** PROBLEM DESCRIPTION **
The result should be every line in the data below that carries the string "column".

####

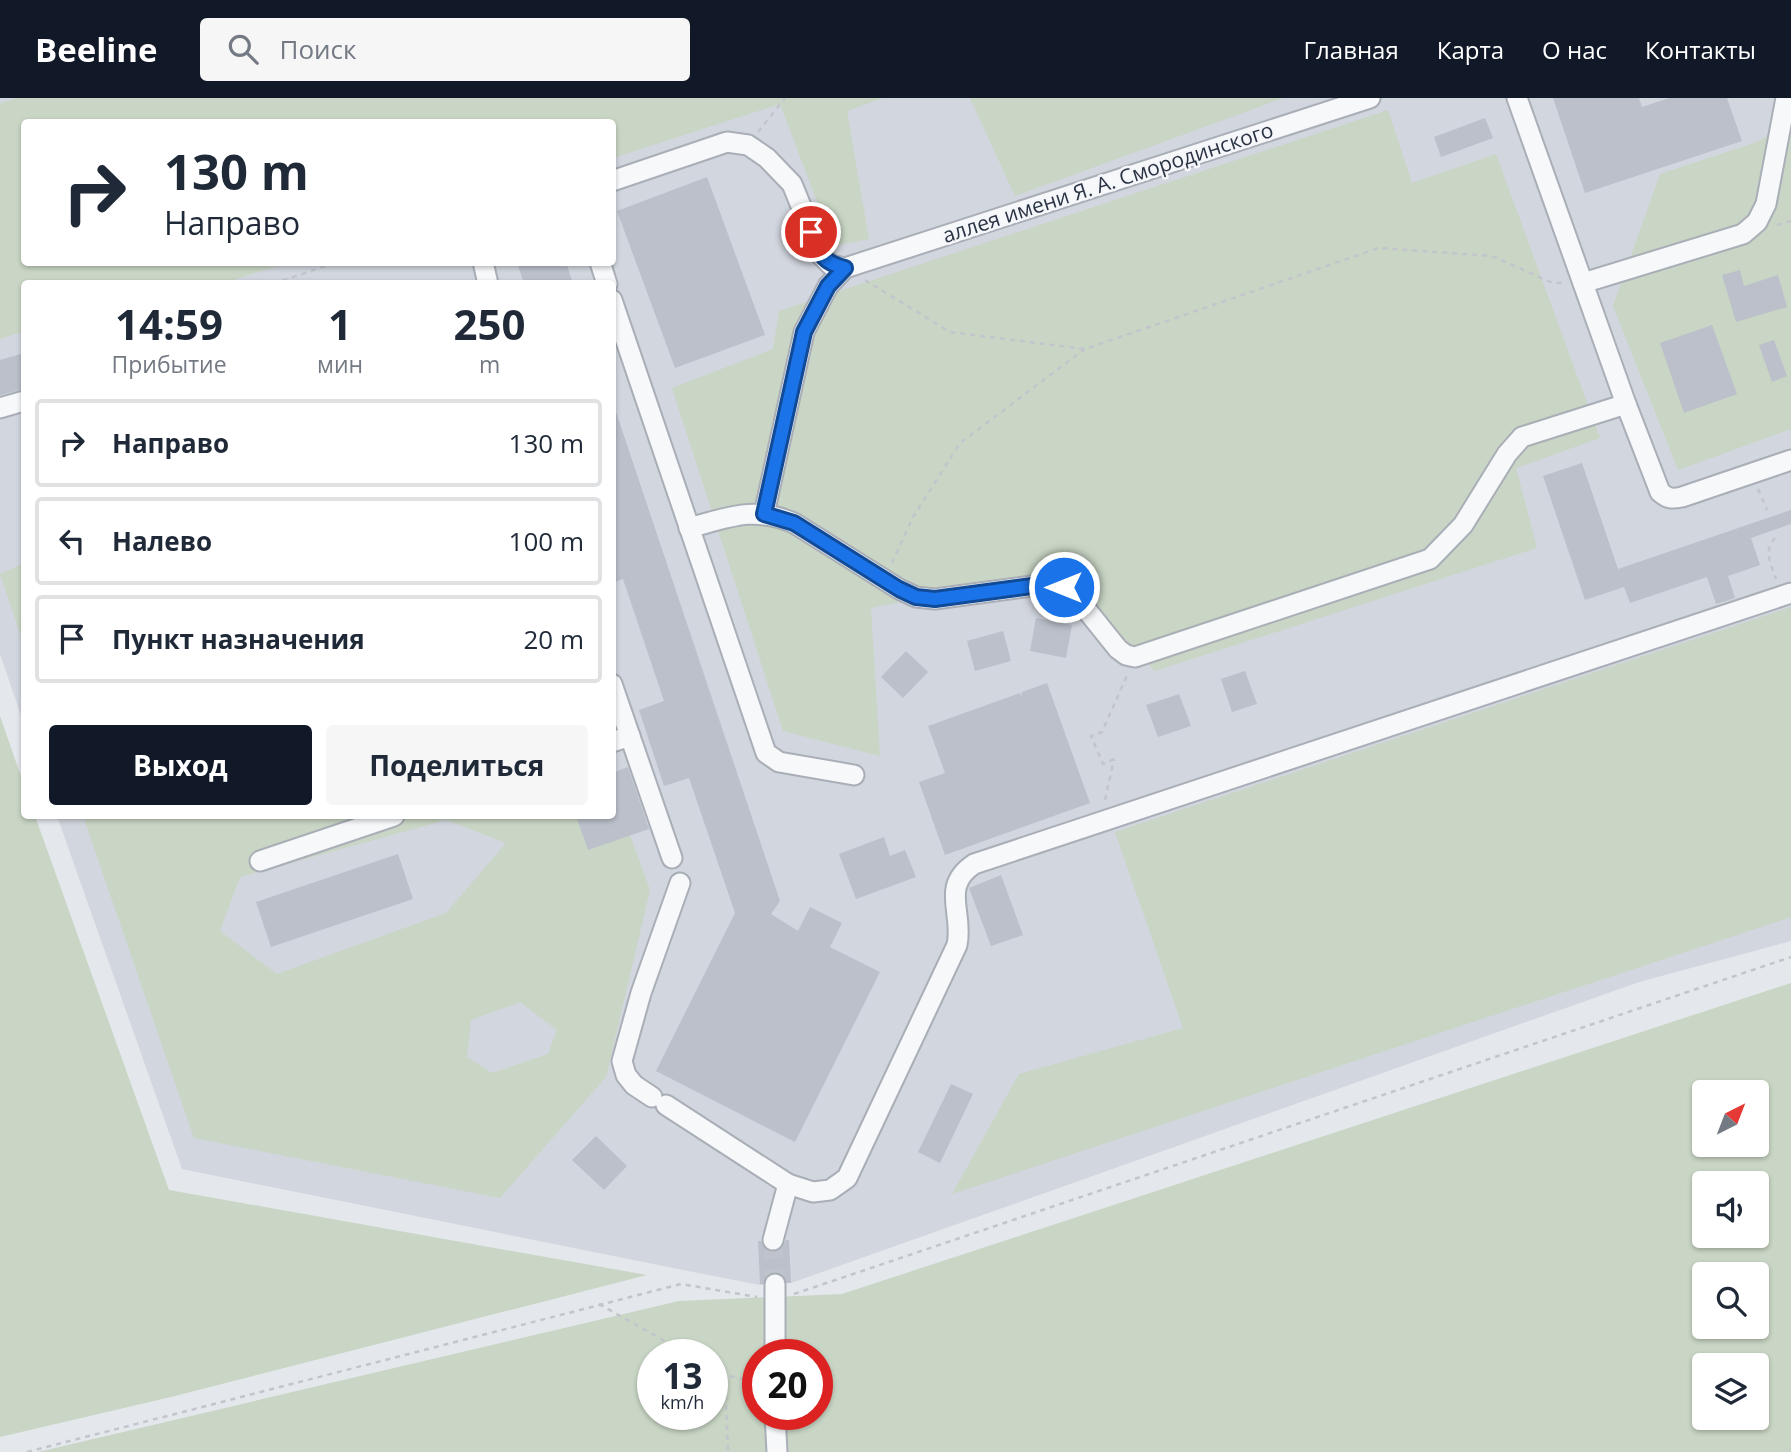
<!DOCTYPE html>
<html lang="ru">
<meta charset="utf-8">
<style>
:root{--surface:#fff;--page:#f6f6f7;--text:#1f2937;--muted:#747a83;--line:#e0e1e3;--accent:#111827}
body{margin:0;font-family:"Open Sans",sans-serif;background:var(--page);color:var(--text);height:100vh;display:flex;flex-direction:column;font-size:26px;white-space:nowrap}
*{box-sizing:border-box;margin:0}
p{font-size:23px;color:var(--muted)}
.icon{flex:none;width:38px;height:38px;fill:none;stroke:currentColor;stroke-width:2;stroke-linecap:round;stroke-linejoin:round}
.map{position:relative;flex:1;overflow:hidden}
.side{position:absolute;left:21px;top:182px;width:595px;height:539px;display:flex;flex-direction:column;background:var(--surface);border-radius:7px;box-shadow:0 2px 5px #0004}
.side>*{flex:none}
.top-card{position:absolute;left:21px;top:21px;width:595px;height:147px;border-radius:7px;box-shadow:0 2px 5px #0004;background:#fff;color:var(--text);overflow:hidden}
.needle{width:46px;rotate:42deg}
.buttons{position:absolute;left:1692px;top:982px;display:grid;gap:14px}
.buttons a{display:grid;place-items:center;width:77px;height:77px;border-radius:7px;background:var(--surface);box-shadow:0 2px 5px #0004;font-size:35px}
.speed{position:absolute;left:637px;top:1241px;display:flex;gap:14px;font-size:35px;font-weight:700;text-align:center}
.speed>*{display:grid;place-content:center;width:91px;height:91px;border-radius:50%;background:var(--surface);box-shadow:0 2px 5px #0004;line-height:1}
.speed small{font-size:18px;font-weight:400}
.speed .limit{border:10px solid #d22;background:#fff;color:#111}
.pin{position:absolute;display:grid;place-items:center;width:60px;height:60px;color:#fff;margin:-30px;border:4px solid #fff;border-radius:50%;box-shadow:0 2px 7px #0007}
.me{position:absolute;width:77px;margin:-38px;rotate:270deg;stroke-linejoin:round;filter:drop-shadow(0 0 5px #0008)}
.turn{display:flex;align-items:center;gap:24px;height:147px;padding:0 28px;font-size:32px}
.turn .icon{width:91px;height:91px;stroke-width:2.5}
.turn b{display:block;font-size:49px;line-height:60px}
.eta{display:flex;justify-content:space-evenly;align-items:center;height:119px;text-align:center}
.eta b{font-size:42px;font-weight:700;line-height:49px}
.primary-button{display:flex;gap:14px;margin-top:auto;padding:14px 28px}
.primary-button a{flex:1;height:80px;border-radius:7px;background:var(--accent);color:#fff;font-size:28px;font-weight:700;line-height:80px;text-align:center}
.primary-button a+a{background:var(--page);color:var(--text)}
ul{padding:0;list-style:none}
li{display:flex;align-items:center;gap:21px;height:88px;margin:0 14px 10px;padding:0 14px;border:4px solid var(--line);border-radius:7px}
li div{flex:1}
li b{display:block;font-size:26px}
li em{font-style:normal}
header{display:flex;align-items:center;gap:42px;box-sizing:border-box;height:98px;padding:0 35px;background:var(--accent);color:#fff}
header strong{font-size:33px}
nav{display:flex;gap:38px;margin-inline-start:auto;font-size:24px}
.search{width:490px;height:63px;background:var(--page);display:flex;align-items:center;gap:18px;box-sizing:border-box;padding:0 24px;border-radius:7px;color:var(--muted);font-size:26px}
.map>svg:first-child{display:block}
.built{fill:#d2d6de;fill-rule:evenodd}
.green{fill:#c9d6c5;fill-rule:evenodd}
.building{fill:#bbc0ca}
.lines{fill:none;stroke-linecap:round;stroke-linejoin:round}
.minor-tunnel{stroke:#bfc3cb;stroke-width:19;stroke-dasharray:19 10;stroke-linecap:butt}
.minor-casing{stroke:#a9aeb7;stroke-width:23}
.path{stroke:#c2c5cb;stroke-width:2.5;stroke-dasharray:5 5;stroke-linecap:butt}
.minor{stroke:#f7f8fa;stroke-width:19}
.route-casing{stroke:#114b97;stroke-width:18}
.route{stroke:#1a73e8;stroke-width:12}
.labels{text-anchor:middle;stroke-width:5;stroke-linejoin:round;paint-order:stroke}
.street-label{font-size:21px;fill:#2b3445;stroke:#f4f6f9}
</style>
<header>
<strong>Beeline</strong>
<div class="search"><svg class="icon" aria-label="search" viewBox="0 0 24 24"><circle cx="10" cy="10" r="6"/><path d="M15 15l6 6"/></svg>Поиск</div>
<nav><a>Главная</a><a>Карта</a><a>О нас</a><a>Контакты</a></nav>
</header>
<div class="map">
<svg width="1791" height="1354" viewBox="0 0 1791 1354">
<rect width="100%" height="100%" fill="#e4e7ec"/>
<path class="built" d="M0,0H1791V843L1639,884L791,1185L760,1187L683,1172L182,1071L57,718H612V186H24V626L0,556ZM24,24H612V164H24Z"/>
<g class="green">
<path d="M18,0H883L847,13L869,141L834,148L780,6L613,60L612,24H24V164L288,165L236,181L235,185L24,186V233L0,241V5Z"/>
<path d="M970,0H1284L1015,98Z"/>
<path d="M1388,12L1412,85L1496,56L1600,340L1516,370L1537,450L1155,573L1056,474L871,510L880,658L783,633L672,290L773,251L779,213Z"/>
<path d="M1791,27V331L1678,372L1613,208L1660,76L1754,45Z"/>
<path d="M24,465V547L0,476Z"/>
<path d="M1791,509V819L952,1096L1019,976L1183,930L1115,734Z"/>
<path d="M0,618L24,687V718H35L169,1092L647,1177L171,1299L0,1339Z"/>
<path d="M613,690L650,792L606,979L500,1100L194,1040L83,718H612ZM446,722L506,745L446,815L277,876L220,833L240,779ZM520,904L557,932L548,956L492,975L467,959L471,922Z"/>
<path d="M1791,885V1354H38L679,1203L842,1196ZM1704,994H1757V1046H1704ZM1704,1085H1757V1138H1704ZM1704,1176H1757V1228H1704ZM653,1256H712V1316H653ZM758,1256H817V1316H758ZM1704,1267H1757V1320H1704Z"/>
</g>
<g class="building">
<path d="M1553,0H1639L1642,9L1669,0H1727L1742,43L1585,95Z"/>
<path d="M1485,20L1493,40L1441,59L1434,39Z"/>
<path d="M707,79L765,237L675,270L617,113Z"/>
<path d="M517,164H566L573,186H524Z"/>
<path d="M1740,172L1744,188L1778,177L1787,209L1736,224L1722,177Z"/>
<path d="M1712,227L1737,296L1684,315L1660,245Z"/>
<path d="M1774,242L1787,278L1772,284L1759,247Z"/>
<path d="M24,255V291L0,297V262Z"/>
<path d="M612,311H615L780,803L771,816L798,833L810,809L842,825L830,849L880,874L795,1044L656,973L735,815L689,680L664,688L639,612L664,603L623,481L612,485Z"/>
<path d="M1582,365L1618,471L1791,412V426L1751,440L1760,467L1728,478L1735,500L1716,506L1707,479L1630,505L1624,489L1585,502L1543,378Z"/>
<path d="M1036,520L1072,527L1066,560L1030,553Z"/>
<path d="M1003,533L1011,563L975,573L967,543Z"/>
<path d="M906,553L928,574L903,600L881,579Z"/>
<path d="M1245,573L1257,606L1232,614L1221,581Z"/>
<path d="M1047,585L1090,705L945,757L919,684L945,675L928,628L1020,595L1021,599L1022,594Z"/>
<path d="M1179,596L1191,628L1158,639L1146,607Z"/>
<path d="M628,669L649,731L588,752L576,718H612V675Z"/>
<path d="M884,739L890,758L905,752L916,779L856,801L839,756Z"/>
<path d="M398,756L413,801L271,849L256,804Z"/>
<path d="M1001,777L1023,837L991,848L969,790Z"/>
<path d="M951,986L973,996L940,1065L918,1054Z"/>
<path d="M596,1038L627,1068L604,1092L572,1062Z"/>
<path d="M786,1142H789L791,1185H787L782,1176L774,1174L768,1176L763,1186H760L758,1143H761L765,1151L775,1154L782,1150Z"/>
</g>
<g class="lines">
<path class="minor-tunnel" d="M773,1142L775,1186"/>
<defs>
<g id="minor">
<path d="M1517,0L1626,306"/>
<path d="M612,83L727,44L748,47L767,60L792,86L821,157L831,167L845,170"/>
<path d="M483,164L488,186"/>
<path d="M600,164L607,186"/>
<path d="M1583,185L1743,136L1757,124L1766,106L1786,0"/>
<path d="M612,202L766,655L779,664L854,677"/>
<path d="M0,310L24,303"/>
<path d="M764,416L804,234L828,188L845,170L1370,0"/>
<path d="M689,430C730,419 753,408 794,425L899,491L916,499L935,501L1054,485L1073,495L1118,551L1126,557L1135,559L1430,461L1463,427L1507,356L1522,339L1626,306L1660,394C1668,401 1672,401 1682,399L1791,362"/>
<path d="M612,586L672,760"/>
<path d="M612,644L630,638"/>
<path d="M260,763L394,718"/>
<path d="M652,999L634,987L626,977L622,963L641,895L680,785"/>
<path d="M666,1007L788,1086L813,1094L830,1092L847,1080L957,847C964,814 940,789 974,766L1791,495"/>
<path d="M773,1142L788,1086"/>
<path d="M775,1256V1186"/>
<path d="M775,1316L777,1354"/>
</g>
</defs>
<use href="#minor" class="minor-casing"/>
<g class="path">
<path d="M758,34L785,0"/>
<path d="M1777,127L1791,123"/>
<path d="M865,182L950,234L1085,251L1379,150L1492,158L1553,185H1563"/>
<path d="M273,186L337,164"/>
<path d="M1758,391L1767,412"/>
<path d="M1775,440C1763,453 1771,466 1776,481"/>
<path d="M892,465L913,419L960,345L1085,251"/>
<path d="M1114,661L1103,666L1091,638L1102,634L1128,575"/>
<path d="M1105,702L1114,661"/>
<path d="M794,1196L1791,859"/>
<path d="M599,1206L688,1256"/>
<path d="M712,1270L725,1277L758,1284"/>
<path d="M725,1277L728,1354"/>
<path d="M27,1354L681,1186L757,1199"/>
</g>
<use href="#minor" class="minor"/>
</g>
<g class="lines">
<defs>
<path id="route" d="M811,134C820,155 821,164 845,170L828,188L804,234L764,416L794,425L899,491L916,499L935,501L1054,485L1064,489"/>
</defs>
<use href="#route" class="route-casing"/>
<use href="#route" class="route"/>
</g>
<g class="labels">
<g class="street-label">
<text transform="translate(1108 85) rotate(-18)" y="7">аллея имени Я. А. Смородинского</text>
</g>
</g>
</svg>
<div class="buttons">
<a><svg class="needle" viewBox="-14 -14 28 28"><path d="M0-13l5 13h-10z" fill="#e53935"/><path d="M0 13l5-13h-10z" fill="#747a83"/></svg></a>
<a><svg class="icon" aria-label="sound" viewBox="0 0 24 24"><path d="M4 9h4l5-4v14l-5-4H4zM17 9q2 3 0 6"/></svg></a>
<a><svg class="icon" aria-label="search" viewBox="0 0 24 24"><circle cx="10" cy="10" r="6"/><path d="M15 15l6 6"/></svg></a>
<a><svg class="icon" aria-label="layers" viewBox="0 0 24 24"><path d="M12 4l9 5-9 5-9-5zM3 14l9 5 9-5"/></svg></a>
</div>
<div class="speed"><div>13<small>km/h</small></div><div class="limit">20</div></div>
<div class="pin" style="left:811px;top:134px;background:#d93025"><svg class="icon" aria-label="arrive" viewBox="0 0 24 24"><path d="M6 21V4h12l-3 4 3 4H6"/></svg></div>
<svg class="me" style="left:1064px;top:489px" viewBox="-20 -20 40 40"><circle r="17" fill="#1a73e8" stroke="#fff" stroke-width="3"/><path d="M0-11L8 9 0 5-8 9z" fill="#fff"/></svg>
<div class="top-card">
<div class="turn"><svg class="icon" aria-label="right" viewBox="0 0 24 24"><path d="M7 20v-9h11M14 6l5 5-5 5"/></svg><div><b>130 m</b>Направо</div></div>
</div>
<section class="side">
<div class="eta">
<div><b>14:59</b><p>Прибытие</p></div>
<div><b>1</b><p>мин</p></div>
<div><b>250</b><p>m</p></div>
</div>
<ul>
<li><svg class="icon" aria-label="right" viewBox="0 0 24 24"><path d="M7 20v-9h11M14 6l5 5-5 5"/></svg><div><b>Направо</b></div><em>130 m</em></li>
<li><svg class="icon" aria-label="left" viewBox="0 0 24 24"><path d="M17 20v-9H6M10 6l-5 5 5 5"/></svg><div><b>Налево</b></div><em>100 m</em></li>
<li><svg class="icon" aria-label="arrive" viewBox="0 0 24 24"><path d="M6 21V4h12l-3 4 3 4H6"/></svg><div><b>Пункт назначения</b></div><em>20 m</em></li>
</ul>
<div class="primary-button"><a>Выход</a><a>Поделиться</a></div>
</section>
</div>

####

** TASK ANSWER **
body{margin:0;font-family:"Open Sans",sans-serif;background:var(--page);color:var(--text);height:100vh;display:flex;flex-direction:column;font-size:26px;white-space:nowrap}
.side{position:absolute;left:21px;top:182px;width:595px;height:539px;display:flex;flex-direction:column;background:var(--surface);border-radius:7px;box-shadow:0 2px 5px #0004}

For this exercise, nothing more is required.